I've caught rainbows, browns, cuttthroats, dollies, bulls, brookies, pike, walleye, whitefish, and eelpout (bowfins in Canada) with the BRB. The trout most caught on it would be mostly rainbows cuttthoats, and browns. Sculpin wool makes a good head. A buddy of mine only likes to tie them with sculpin wool, because he hates spinning deer hair. He mixes the olive and brown together - makes a good looking version that is effective. And as Brian noted, hen works well too. Give the BRB a try, and tie it with what you have. You'll like it.



Just googled my name and was surprised to find my Bow River Bugger on the net. Steelhead guys: Try it. Has worked well for me on the Bulkley and Vancouver Is.

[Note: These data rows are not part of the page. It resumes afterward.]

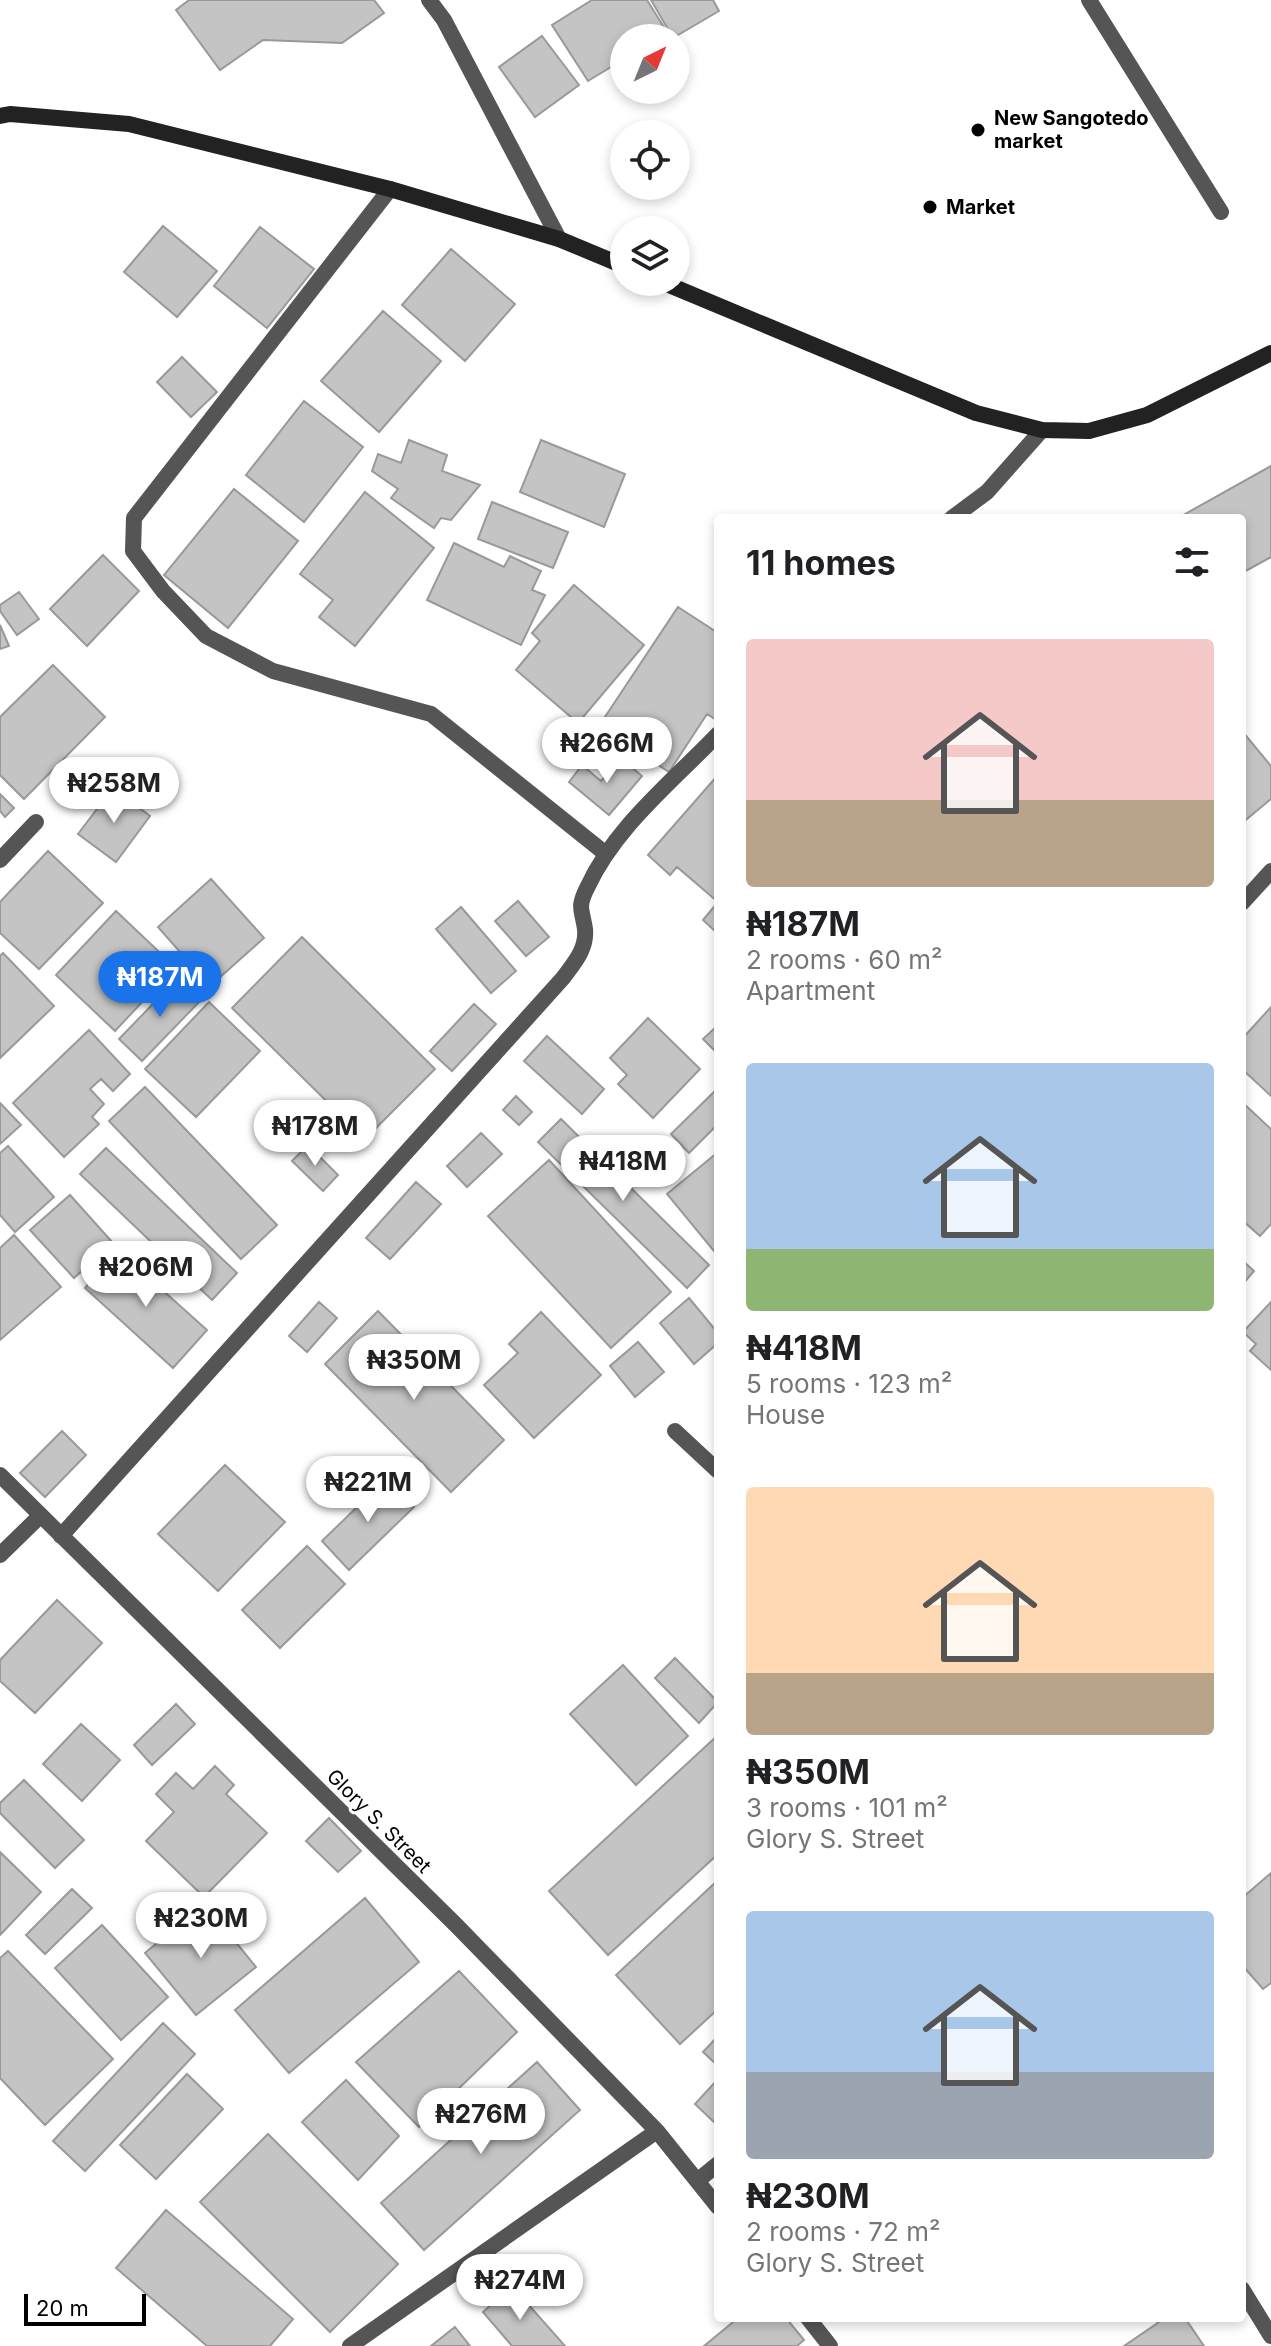 <!DOCTYPE html>
<meta charset="utf-8">
<style>
:root{--surface:#fff;--page:#f6f6f6;--text:#202124;--muted:#757577;--accent:#1a73e8}
body{margin:0;font-family:Inter,sans-serif;background:var(--page);color:var(--text);height:100vh;display:flex;flex-direction:column;font-size:30px;white-space:nowrap}
*{box-sizing:border-box;margin:0}
p{font-size:26px;color:var(--muted)}
.icon{flex:none;width:44px;height:44px;fill:none;stroke:currentColor;stroke-width:2;stroke-linecap:round;stroke-linejoin:round}
.map{position:relative;flex:1;overflow:hidden}
.details{position:absolute;left:714px;top:514px;width:532px;height:1808px;display:flex;flex-direction:column;background:var(--surface);border-radius:8px;box-shadow:0 4px 12px #0003}
.details>*{flex:none}
.needle{width:52px;rotate:43deg}
.buttons{position:absolute;left:610px;top:24px;display:grid;gap:16px}
.buttons a{display:grid;place-items:center;width:80px;height:80px;border-radius:50%;background:var(--surface);box-shadow:0 4px 12px #0003;font-size:40px}
.scale{position:absolute;left:24px;bottom:20px;width:122px;box-sizing:border-box;padding-left:8px;border:4px solid #000;border-top:0;font-size:22px;line-height:28px;white-space:nowrap;color:#000;-webkit-text-stroke:6px #fff;paint-order:stroke}
.price{position:absolute;translate:-50% -68px;padding:0 18px;border-radius:28px;background:#fff;color:#222;font-size:26px;line-height:52px;filter:drop-shadow(0 2px 4px #0008)}
.price::after{content:'';position:absolute;left:50%;top:48px;width:24px;height:18px;margin-left:-12px;background:inherit;clip-path:polygon(0 0,100% 0,50% 100%)}
.price.active{background:var(--accent);color:#fff}
ul{padding:0;list-style:none}
li{display:grid;align-content:center;gap:16px;height:424px;padding:0 32px}
li span{display:grid;place-items:center;height:248px;border-radius:8px;color:#555}
li>.icon{margin-inline-start:auto}
span .icon{width:144px;height:144px;fill:#fffc;stroke-width:1}
li b{font-size:34px}
h2{display:flex;justify-content:space-between;align-items:center;height:96px;padding:0 32px;font-size:34px}
.map>svg:first-child{display:block}
.building{fill:#c4c4c4;stroke:#999;stroke-width:2}
.lines{fill:none;stroke-linecap:round;stroke-linejoin:round}
.lane{stroke:#555;stroke-width:16}
.street{stroke:#555;stroke-width:16}
.secondary{stroke:#222;stroke-width:16}
.poi-dot{fill:#000;stroke:#fff;stroke-width:3}
.labels{text-anchor:middle;stroke-width:6;stroke-linejoin:round;paint-order:stroke}
.poi-label{font-size:20px;font-weight:bold;fill:#000;stroke:#fff;text-anchor:start}
.street-label{font-size:20px;fill:#000;stroke:#fff}
</style>
<div class="map">
<svg width="1271" height="2346" viewBox="0 0 1271 2346">
<rect width="100%" height="100%" fill="#fff"/>
<!-- building -->
<path class="building" d="M189 0H374L384 13 342 43 263 40 220 70 176 10Z
M592 0H647L667 32 658 38H624V59L588 81 552 25Z
M651 0H713L719 11 673 38Z
M542 36 579 85 535 117 499 67Z
M163 226 217 271 177 317 124 272Z
M260 227 314 269 267 328 214 286Z
M451 249 515 304 465 361 402 305Z
M383 311 441 361 379 432 321 381Z
M182 357 217 392 191 417 157 382Z
M304 401 363 447 304 522 246 475Z
M409 440 447 455 442 471 480 485 451 520 441 518 434 528 391 498 398 489 372 471 378 454 401 463Z
M541 440 625 474 604 527 520 492Z
M1271 466V557L1242 573V518H1178Z
M234 489 298 541 228 628 164 575Z
M365 492 434 548 355 646 319 617 333 600 300 574Z
M492 502 568 532 553 568 478 539Z
M454 543 504 567 510 556 541 571 532 590 545 595 521 645 427 600Z
M103 555 139 591 87 646 50 609Z
M574 585 644 645 578 723 516 670 540 641 532 633Z
M19 592 39 619 17 635 0 611V605Z
M678 607 718 633V721L707 714 669 772 599 726Z
M0 625 9 646 0 649Z
M53 665 105 717 24 799 0 775V717Z
M1242 731 1271 766V799L1242 823Z
M621 758 642 776 609 815 569 782 582 765 601 781Z
M718 775V934L703 920 718 902 677 867 670 875 648 855Z
M113 788 150 816 116 862 78 834Z
M0 794 14 808 5 817 0 811Z
M48 851 103 903 39 969 0 933V902Z
M211 879 264 938 210 986 158 927Z
M518 901 549 937 526 956 495 921Z
M461 907 516 971 491 993 436 929Z
M116 911 175 967 115 1031 56 975Z
M302 937 435 1069 365 1139 232 1008Z
M3 953 54 1006 0 1058V956Z
M179 977 202 999 142 1061 119 1039Z
M209 1002 260 1051 196 1117 145 1069Z
M474 1004 496 1024 452 1071 430 1051Z
M1271 1007V1096L1242 1069V1039Z
M648 1018 700 1069 653 1118 618 1084 627 1075 610 1058Z
M718 1025V1054L703 1039Z
M89 1030 130 1074 113 1091 101 1079 90 1089 104 1104 92 1117 99 1124 64 1157 13 1103Z
M547 1036 604 1089 582 1114 524 1061Z
M145 1087 277 1225 241 1259 109 1121Z
M718 1088V1124L689 1153 671 1134Z
M516 1096 532 1112 519 1125 503 1110Z
M1242 1102 1271 1129V1224L1260 1236 1242 1220Z
M0 1103 21 1125 0 1144Z
M561 1119 709 1265 687 1288 538 1142Z
M481 1133 502 1154 467 1187 447 1166Z
M308 1145 338 1175 323 1191 292 1161Z
M8 1146 54 1197 15 1232 0 1215V1153Z
M106 1148 237 1273 212 1300 80 1174Z
M718 1152V1256L667 1194Z
M549 1160 671 1292 611 1348 488 1216Z
M416 1182 441 1204 390 1259 366 1238Z
M70 1195 113 1243 74 1278 30 1230Z
M14 1235 61 1287 0 1340V1248Z
M119 1251 207 1330 173 1368 85 1288Z
M1242 1260 1254 1271 1242 1285Z
M689 1298 718 1333V1343L694 1364 660 1323Z
M319 1302 337 1318 307 1352 289 1336Z
M1271 1302V1370L1250 1351 1256 1344 1243 1332Z
M378 1311 504 1440 451 1492 325 1364Z
M541 1312 601 1375 534 1438 484 1385 518 1353 509 1344Z
M638 1342 664 1372 635 1397 610 1366Z
M62 1431 86 1455 45 1497 20 1473Z
M225 1465 285 1522 218 1591 158 1534Z
M386 1479 414 1507 349 1570 322 1541Z
M307 1546 345 1584 280 1648 242 1610Z
M57 1600 102 1643 35 1713 0 1681V1660Z
M675 1658 718 1702 699 1723 655 1678Z
M623 1665 688 1736 636 1785 570 1714Z
M176 1704 195 1724 152 1765 134 1745Z
M81 1724 120 1760 82 1801 43 1764Z
M718 1735V1854L608 1955 549 1891Z
M215 1766 234 1785 226 1794 267 1833 204 1897 146 1841 174 1812 156 1794 176 1773 193 1789Z
M24 1780 84 1840 55 1868 0 1813V1803Z
M329 1818 361 1851 338 1872 306 1841Z
M0 1852 41 1892 0 1935Z
M1271 1873V1983L1263 1989 1242 1965V1898Z
M718 1880V2009L680 2044 616 1975Z
M72 1889 92 1908 45 1954 26 1935Z
M365 1898 419 1962 289 2073 235 2010Z
M205 1904 256 1967 196 2015 145 1953Z
M102 1925 168 1997 121 2040 55 1968Z
M8 1951 113 2059 45 2125 0 2078V1958Z
M459 1971 517 2032 419 2127 356 2062Z
M163 2023 195 2054 85 2171 53 2141Z
M718 2036V2066L703 2052Z
M537 2062 580 2110 424 2250 381 2203Z
M187 2074 223 2109 156 2179 120 2145Z
M718 2079V2126L695 2104Z
M346 2080 399 2136 358 2180 302 2122Z
M268 2134 398 2264 330 2332 200 2202Z
M166 2210 293 2319 270 2346H207L116 2268Z
M512 2286 565 2346H512L483 2312Z
M738 2318H786L804 2340 797 2346H704Z
M1165 2318H1185L1204 2346H1124Z
M455 2327 470 2346H431Z"/>
<g class="lines">
<!-- lane -->
<path class="lane" d="M1089 0 1221 212
M390 189 134 518 133 551 163 591 206 636 273 671 431 714 606 854"/>
<!-- street -->
<path class="street" d="M429 0 444 20 559 239
M952 518 987 492 1042 430
M0 860 36 822
M1242 903 1271 871
M675 1431 718 1471
M0 1475 456 1925 657 2131 718 2207
M61 1536 563 978C574 963 587 949 585 929 582 909 577 908 587 888 615 827 672 782 718 734
M0 1555 40 1516
M697 2181 718 2164
M1242 2289 1271 2336
M808 2318 830 2346
M350 2346 657 2131"/>
<!-- secondary -->
<path class="secondary" d="M0 116 10 114 129 124 390 189 559 239 624 266
M662 282 976 413 1042 430 1089 431 1147 415 1271 353"/>
</g>
<!-- markers -->
<g class="poi-dot">
<circle cx="978" cy="130" r="8"/>
<circle cx="930" cy="207" r="8"/>
</g>
<g class="labels">
<!-- poi labels -->
<g class="poi-label">
<text x="994" y="125">New Sangotedo<tspan x="994" dy="23">market</tspan></text>
<text x="946" y="214">Market</text>
</g>
<!-- street labels -->
<g class="street-label">
<text transform="translate(379 1821) rotate(45)" y="7">Glory S. Street</text>
</g>
</g>
</svg>
<div class="buttons">
<a><svg class="needle" viewBox="-14 -14 28 28"><path d="M0-13l5 13h-10z" fill="#e53935"/><path d="M0 13l5-13h-10z" fill="#757577"/></svg></a>
<a><svg class="icon" aria-label="locate" viewBox="0 0 24 24"><circle cx="12" cy="12" r="6"/><path d="M12 2v4M12 18v4M2 12h4M18 12h4"/></svg></a>
<a><svg class="icon" aria-label="layers" viewBox="0 0 24 24"><path d="M12 4l9 5-9 5-9-5zM3 14l9 5 9-5"/></svg></a>
</div>
<div class="scale">20 m</div>
<b class="price" style="left:607px;top:785px">₦266M</b>
<b class="price" style="left:114px;top:825px">₦258M</b>
<b class="price active" style="left:160px;top:1019px">₦187M</b>
<b class="price" style="left:315px;top:1168px">₦178M</b>
<b class="price" style="left:623px;top:1203px">₦418M</b>
<b class="price" style="left:146px;top:1309px">₦206M</b>
<b class="price" style="left:414px;top:1402px">₦350M</b>
<b class="price" style="left:368px;top:1524px">₦221M</b>
<b class="price" style="left:201px;top:1960px">₦230M</b>
<b class="price" style="left:481px;top:2156px">₦276M</b>
<b class="price" style="left:520px;top:2322px">₦274M</b>
<section class="details">
<h2>11 homes<svg class="icon" aria-label="filters" viewBox="0 0 24 24"><path d="M4 7h16M4 17h16"/><circle cx="9" cy="7" r="2"/><circle cx="15" cy="17" r="2"/></svg></h2>
<ul>
<li><span style="background:linear-gradient(#f6c9c9 65%,#b9a48a 0)"><svg class="icon" aria-label="home" viewBox="0 0 24 24"><path d="M3 11l9-7 9 7M6 9v11h12V9"/></svg></span><div><b>₦187M</b><p>2 rooms · 60 m²</p><p>Apartment</p></div></li>
<li><span style="background:linear-gradient(#a9c7e8 75%,#8fb573 0)"><svg class="icon" aria-label="home" viewBox="0 0 24 24"><path d="M3 11l9-7 9 7M6 9v11h12V9"/></svg></span><div><b>₦418M</b><p>5 rooms · 123 m²</p><p>House</p></div></li>
<li><span style="background:linear-gradient(#ffd9b3 75%,#b9a48a 0)"><svg class="icon" aria-label="home" viewBox="0 0 24 24"><path d="M3 11l9-7 9 7M6 9v11h12V9"/></svg></span><div><b>₦350M</b><p>3 rooms · 101 m²</p><p>Glory S. Street</p></div></li>
<li><span style="background:linear-gradient(#a9c7e8 65%,#9aa5b1 0)"><svg class="icon" aria-label="home" viewBox="0 0 24 24"><path d="M3 11l9-7 9 7M6 9v11h12V9"/></svg></span><div><b>₦230M</b><p>2 rooms · 72 m²</p><p>Glory S. Street</p></div></li>
</ul>
</section>
</div>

I fly fish for trout in Nova scotia and i am having pretty good luck with the exact same recipe.
I'm going to tie a bunch with varying chenille colors.Although the olive works well,.

Hey Guys,

Here are my replies:
Ryan: The BRB is one of my better fish catching patterns. It is one of my go-to patterns. Species caught are Rainbows, Browns, Cutties, Searun Cutties, Bulls, and Lakers. Species caught most often would be either Rainbows or Browns (probably due to water I fish most often). Other species caught include LM bass, SM bass, Bowfins, Perch, Walleye, and Pike.
Ed: Sculpin wool works great. My friend, Mike Dell likes sculpin wool. The lead eyes work well too. It is easier to use wool than deer hair if you decide to use lead eyes.
Brian: Hen works well too. I've always used saddle, because I tie lots of feather wing streamers and steelhead patterns. I also like saddle on my wooly buggers.


Alberta Al

Nice tyes Alberta Al!

i really like that fly. how many fish have u caught, and what species of trout have u caught the most, off the fly?

how about using sculpin wool instead of deer hair with lead tying the bow river bugger.

I'd try one other thing, hen hackle instead of rooster.